Army: Ally’s arrest is blow to ‘El Chapo

MEXICO CITY — The Mexican army has announced that it had captured the head of security for Sinaloa drug cartel head Joaquin “El Chapo” Guzman, one of the world’s most wanted men.

Felipe Cabrera Sarabia, whose nickname is “the Engineer,” was captured in the Sinaloa state capital of Culiacan and was presented to the media Monday morning.

Guzman, Mexico’s top drug lord, is one of the world’s richest men. He has eluded authorities by moving around and hiding since his 2001 escape from prison in a laundry truck.

The army said Mr. Sarabia also ran cartel activities in Durango and southern Chihuahua state, and was responsible for carrying out secret burials of cartel victims, kidnapping, extortion and arson.

They did not say if the arrest moved the military closer to capturing Guzman, an arrest that would be seen as a major victory for the government of President Felipe Calderon.

Guzman is worth more than $1 billion, according to Forbes magazine, which has listed him among the “World’s Most Powerful People.” He has a $7 million bounty on his head, and thousands of law enforcement agents from the U.S. and other countries are working on capturing him.

His cartel controls cocaine trafficking on the Mexican border with California and has moved eastward to the corridor between the Mexican state of Sonora, which borders Arizona.

Separately, Mexican soldiers discovered 13 bodies in an abandoned truck Sunday along with a message that they were killed in a war between rival drug cartels in the eastern state of Veracruz, officials said.

The bodies were found in Tamaulipas state, a few hundred yards from its border with Veracruz, according to the Tamaulipas attorney general’s office.

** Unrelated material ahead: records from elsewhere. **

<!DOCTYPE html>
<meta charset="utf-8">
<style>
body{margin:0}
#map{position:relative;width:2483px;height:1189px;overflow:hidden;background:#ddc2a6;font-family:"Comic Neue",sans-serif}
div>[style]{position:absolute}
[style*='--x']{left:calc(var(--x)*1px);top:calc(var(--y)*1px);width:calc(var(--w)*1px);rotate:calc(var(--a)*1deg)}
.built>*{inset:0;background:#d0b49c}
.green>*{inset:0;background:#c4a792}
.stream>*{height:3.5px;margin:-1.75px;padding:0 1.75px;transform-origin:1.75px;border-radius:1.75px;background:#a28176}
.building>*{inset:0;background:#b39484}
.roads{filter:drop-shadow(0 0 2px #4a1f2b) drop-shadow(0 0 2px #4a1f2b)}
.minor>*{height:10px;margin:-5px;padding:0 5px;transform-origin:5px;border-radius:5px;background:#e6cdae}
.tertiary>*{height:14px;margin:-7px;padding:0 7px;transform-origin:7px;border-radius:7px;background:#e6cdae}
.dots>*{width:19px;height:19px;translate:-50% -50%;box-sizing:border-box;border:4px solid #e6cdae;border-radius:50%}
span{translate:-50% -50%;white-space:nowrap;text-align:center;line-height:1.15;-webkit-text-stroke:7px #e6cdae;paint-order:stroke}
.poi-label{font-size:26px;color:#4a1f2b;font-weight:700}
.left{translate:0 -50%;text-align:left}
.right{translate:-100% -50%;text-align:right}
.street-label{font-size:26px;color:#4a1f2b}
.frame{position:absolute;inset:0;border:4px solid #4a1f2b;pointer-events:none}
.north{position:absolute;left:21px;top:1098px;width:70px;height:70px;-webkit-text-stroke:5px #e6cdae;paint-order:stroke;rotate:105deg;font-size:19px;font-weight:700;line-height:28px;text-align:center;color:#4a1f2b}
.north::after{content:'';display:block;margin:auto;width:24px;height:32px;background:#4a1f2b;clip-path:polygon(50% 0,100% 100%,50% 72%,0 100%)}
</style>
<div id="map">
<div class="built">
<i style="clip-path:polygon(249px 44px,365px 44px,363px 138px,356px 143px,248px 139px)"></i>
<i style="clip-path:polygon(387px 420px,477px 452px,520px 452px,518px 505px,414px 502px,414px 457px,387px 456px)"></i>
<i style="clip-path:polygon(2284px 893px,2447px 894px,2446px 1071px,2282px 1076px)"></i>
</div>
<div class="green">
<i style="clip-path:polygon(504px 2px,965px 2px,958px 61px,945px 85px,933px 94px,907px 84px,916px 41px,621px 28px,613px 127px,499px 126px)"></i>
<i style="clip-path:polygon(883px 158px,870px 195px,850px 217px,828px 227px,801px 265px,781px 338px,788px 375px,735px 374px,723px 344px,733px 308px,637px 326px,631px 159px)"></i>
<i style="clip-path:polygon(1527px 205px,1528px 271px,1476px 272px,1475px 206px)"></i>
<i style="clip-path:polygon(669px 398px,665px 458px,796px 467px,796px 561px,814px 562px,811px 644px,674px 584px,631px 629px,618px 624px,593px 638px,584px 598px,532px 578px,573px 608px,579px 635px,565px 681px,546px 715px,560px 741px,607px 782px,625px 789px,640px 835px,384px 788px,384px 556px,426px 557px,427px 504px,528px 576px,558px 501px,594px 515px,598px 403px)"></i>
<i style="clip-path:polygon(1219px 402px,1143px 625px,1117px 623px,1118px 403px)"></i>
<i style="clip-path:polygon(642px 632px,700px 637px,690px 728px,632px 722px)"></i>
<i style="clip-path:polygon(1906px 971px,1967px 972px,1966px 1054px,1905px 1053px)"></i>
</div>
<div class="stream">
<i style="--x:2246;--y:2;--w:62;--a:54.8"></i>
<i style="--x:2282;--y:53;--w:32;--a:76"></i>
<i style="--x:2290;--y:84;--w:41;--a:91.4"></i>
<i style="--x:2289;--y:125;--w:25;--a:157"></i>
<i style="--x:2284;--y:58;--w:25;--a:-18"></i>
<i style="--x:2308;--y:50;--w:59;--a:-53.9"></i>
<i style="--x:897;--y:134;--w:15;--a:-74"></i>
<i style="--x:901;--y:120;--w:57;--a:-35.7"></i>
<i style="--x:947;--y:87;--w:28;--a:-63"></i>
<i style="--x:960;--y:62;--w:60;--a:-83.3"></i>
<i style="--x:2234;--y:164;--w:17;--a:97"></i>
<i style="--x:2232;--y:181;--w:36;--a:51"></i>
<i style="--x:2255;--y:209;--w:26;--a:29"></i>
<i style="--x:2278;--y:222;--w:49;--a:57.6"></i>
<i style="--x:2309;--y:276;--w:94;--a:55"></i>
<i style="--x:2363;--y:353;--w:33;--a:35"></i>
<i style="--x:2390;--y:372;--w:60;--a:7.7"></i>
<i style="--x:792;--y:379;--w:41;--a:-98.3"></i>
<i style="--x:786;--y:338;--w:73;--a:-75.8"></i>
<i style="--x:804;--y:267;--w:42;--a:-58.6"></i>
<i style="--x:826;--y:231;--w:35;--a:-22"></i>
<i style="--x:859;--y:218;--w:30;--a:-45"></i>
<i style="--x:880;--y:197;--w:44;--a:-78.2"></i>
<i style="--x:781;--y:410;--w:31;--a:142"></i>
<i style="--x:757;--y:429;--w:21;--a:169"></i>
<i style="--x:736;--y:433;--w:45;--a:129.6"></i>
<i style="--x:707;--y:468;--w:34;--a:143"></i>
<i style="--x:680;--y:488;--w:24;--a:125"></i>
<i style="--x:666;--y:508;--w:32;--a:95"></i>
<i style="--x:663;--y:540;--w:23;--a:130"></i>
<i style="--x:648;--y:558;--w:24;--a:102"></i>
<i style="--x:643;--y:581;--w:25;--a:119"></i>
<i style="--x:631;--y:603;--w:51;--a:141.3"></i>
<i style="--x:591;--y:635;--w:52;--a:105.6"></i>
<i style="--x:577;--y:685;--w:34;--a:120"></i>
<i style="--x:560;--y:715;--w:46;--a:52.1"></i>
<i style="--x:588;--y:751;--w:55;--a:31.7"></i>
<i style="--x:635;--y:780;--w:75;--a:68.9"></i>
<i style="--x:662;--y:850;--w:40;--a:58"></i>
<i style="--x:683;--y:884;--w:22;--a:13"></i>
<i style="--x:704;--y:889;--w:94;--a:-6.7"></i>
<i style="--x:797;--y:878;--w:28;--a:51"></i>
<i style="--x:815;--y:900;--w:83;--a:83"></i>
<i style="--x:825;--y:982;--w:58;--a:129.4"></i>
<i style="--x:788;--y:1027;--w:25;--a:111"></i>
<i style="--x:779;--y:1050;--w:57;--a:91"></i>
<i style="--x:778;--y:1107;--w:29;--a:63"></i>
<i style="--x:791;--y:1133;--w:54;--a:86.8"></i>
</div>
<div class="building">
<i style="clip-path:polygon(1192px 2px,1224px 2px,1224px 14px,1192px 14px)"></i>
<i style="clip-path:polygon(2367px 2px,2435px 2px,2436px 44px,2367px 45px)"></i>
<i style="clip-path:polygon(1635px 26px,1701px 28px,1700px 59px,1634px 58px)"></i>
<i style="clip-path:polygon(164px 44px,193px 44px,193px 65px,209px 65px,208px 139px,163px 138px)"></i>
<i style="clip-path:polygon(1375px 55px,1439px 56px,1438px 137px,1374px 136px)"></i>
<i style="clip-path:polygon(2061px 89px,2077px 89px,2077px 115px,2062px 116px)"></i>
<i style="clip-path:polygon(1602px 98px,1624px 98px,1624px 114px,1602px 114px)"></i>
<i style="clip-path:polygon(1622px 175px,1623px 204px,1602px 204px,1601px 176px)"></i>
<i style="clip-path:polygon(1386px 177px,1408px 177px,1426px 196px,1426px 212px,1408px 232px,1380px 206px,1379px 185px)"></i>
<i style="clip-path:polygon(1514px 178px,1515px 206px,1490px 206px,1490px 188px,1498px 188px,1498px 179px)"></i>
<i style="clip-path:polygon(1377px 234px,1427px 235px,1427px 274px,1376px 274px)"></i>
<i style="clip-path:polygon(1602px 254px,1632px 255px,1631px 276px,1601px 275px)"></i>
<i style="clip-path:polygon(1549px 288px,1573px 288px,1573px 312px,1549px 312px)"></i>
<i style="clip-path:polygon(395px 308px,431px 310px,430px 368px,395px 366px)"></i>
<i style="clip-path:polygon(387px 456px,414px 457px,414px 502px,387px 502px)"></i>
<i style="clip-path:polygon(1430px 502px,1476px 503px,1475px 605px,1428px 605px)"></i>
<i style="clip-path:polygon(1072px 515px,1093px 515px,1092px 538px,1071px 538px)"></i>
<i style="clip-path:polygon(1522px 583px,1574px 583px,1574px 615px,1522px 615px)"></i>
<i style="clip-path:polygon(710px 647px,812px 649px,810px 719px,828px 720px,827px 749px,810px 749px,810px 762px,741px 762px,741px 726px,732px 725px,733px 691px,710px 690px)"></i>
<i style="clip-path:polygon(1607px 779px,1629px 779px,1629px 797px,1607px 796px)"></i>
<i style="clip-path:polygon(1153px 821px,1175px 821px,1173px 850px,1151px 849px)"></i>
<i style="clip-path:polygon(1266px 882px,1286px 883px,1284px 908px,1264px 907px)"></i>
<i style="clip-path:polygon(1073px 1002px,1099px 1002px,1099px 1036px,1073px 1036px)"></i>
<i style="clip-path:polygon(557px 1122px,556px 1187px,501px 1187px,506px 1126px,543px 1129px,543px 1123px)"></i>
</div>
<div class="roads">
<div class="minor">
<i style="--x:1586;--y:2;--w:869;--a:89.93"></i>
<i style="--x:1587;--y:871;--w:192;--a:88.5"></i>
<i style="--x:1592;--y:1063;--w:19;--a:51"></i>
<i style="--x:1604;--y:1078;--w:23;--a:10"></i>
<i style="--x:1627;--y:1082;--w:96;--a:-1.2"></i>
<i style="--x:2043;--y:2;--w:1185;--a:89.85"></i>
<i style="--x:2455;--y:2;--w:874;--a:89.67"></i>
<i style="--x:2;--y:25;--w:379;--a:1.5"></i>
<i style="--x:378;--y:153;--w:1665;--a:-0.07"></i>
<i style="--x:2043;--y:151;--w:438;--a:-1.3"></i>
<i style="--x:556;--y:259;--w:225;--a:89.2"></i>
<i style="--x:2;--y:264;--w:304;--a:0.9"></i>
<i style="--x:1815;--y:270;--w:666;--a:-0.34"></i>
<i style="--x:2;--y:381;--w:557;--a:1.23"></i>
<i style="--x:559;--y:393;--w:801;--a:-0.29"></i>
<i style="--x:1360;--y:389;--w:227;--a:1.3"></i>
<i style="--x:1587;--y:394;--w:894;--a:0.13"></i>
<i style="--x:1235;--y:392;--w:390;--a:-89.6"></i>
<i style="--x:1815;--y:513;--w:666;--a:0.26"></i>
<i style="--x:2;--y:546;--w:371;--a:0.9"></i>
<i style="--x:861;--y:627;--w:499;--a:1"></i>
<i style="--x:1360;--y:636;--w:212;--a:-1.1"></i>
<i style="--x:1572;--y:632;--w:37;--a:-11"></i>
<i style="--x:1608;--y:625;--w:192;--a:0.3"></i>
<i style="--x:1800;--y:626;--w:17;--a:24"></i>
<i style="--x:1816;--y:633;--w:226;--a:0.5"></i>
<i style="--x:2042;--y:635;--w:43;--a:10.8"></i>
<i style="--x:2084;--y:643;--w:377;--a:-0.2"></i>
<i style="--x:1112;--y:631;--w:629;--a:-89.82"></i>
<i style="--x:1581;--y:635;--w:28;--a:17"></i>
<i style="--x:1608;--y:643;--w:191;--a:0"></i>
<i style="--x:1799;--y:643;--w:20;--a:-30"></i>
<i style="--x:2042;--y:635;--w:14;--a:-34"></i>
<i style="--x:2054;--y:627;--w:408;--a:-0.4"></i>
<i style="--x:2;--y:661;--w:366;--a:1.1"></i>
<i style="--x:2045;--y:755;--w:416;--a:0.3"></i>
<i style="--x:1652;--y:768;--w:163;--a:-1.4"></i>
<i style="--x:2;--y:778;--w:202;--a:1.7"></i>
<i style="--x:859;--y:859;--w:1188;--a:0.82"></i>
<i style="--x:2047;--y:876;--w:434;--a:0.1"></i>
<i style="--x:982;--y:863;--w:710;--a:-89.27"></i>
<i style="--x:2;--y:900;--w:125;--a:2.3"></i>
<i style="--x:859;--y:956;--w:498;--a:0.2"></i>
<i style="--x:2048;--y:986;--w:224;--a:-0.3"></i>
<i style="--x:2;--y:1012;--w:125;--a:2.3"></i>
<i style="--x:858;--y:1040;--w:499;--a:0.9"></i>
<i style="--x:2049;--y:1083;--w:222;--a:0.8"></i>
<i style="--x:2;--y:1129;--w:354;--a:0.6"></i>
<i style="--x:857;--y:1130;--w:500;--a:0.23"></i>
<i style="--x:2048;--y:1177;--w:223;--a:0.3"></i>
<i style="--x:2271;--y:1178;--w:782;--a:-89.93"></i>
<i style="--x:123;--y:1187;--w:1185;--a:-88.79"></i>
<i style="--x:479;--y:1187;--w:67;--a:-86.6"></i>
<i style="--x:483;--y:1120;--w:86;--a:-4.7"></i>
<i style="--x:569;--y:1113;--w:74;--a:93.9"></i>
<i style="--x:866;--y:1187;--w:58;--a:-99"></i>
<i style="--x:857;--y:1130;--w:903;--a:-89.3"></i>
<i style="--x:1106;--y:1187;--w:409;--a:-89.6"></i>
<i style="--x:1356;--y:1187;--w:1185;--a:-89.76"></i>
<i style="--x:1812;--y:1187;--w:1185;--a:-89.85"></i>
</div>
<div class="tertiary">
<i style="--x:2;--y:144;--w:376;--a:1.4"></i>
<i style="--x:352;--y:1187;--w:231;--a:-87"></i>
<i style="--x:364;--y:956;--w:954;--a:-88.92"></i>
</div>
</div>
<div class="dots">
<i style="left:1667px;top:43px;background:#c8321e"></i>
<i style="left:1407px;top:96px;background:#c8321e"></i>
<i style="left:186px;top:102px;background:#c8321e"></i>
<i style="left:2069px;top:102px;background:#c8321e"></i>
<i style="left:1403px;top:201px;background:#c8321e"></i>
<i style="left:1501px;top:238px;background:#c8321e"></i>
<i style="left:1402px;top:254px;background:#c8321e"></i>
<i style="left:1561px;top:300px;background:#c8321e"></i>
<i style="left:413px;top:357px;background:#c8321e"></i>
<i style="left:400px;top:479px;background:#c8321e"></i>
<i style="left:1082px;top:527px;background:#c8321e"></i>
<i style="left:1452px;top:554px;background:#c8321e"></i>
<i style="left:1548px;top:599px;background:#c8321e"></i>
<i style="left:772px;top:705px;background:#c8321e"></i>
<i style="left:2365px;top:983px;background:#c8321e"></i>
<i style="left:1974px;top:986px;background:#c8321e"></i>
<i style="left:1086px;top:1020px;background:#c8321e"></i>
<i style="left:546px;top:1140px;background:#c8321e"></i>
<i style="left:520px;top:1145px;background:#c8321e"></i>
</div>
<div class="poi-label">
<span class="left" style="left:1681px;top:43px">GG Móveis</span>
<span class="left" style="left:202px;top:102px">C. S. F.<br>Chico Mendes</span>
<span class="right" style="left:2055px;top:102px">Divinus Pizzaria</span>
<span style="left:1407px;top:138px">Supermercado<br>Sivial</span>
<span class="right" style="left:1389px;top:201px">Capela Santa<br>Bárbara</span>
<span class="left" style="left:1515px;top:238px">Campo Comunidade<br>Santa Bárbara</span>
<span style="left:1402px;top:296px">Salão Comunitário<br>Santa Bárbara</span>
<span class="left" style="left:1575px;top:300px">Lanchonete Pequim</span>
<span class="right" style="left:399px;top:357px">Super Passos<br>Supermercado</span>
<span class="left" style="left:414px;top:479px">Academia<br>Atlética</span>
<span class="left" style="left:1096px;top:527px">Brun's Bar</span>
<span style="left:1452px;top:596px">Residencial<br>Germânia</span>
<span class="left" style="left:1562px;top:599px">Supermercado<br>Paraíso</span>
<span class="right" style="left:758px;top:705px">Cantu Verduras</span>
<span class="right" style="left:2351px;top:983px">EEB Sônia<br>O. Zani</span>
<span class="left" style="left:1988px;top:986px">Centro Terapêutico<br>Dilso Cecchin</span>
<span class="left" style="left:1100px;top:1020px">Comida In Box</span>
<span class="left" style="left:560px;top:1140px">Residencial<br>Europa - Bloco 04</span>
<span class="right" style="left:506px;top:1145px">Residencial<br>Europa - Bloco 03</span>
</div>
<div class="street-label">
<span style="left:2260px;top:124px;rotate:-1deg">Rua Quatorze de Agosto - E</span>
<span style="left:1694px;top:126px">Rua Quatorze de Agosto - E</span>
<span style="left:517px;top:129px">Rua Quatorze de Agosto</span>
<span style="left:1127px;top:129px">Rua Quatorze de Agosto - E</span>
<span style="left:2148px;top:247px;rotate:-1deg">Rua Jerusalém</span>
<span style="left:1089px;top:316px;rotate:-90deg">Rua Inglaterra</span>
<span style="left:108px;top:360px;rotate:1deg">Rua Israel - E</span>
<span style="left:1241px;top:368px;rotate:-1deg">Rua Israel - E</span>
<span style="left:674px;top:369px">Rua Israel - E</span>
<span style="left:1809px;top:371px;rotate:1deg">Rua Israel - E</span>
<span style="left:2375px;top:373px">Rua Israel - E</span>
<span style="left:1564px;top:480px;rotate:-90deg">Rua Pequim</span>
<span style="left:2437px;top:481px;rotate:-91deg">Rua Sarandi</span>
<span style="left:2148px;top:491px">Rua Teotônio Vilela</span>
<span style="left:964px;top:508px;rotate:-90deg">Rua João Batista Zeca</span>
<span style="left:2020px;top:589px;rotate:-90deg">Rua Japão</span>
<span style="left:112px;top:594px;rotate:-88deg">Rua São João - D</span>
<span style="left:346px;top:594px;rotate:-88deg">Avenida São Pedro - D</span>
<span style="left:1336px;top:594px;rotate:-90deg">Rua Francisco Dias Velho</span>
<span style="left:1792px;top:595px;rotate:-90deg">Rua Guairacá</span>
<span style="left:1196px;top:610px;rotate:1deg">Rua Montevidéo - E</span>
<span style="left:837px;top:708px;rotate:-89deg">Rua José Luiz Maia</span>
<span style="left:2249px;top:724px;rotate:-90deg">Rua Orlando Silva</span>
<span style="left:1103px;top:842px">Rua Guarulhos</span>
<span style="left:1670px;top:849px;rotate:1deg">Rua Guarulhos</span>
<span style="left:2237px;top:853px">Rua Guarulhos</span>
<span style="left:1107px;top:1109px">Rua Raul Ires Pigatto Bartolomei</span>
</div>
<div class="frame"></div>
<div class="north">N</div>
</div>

The area has been the scene of bloody battles between the Gulf and Zetas cartels, and a pair of banners alluding to a rivalry were found in the truck, the statement from the attorney general’s office said.

CANADA

Premier: Canada concerned about Egypt’s future

OTTAWA — Canada is concerned that forces worse than deposed strongman Hosni Mubarak could rise to power in a newly democratic Egypt, Prime Minister Stephen Harper said in an interview.